Akinwumi Adesina |
For Adesina, the government ‘can only enable it by making more room for businesses to intervene. We could do this by putting the right policies and regulations in place, by creating strong institutions, and by building sufficient infrastructure. But there is not much else government can do with a reasonable measure of efficiency.’
The former minister of Nigeria’s agriculture sector noted this in an article titled “Agriculture as a Business: Approaching Agriculture as an Investment Opportunity.”
According to Adesina, “The problem in Nigeria was that the private sector was largely non-existent in agriculture. Take fertiliser and seeds.
“For 40 years, the federal government had been procuring these inputs and filtering them down through layers and layers of state and local governments until, in theory, they got to the smallholder farmers who needed them. Except the theory rarely played out in practice.

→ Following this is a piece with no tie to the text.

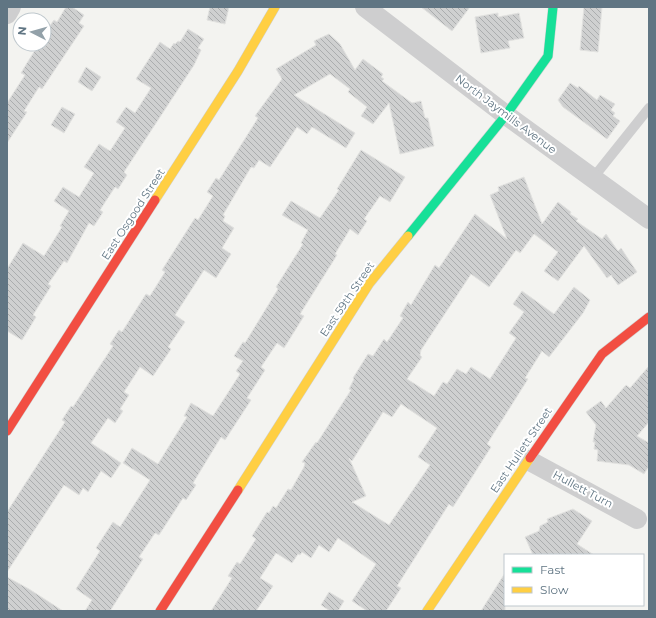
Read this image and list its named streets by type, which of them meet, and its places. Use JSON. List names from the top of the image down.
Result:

“Our data indicated that only 11% of the fertilizer procured by the government got to farmers in the end.
“Since the seeds also rarely got to where they were going, some suppliers started selling the government grain instead – counterfeit seed.
“In fact, the system existed to serve the rent-seekers attached to it, not the smallholders who were supposed to benefit from it,” Adesina revealed.
Highlighting the prospect of agriculture, Adesina noted that the bank’s goal is to ensure optimum use of the strong points of countries in Africa.
“Agriculture can pay. Hundreds of millions of small farmers, thousands of local agribusinesses, and hundreds of seed and food companies will make it pay, as long as the development community and governments are willing to try something new,” Adesina posited.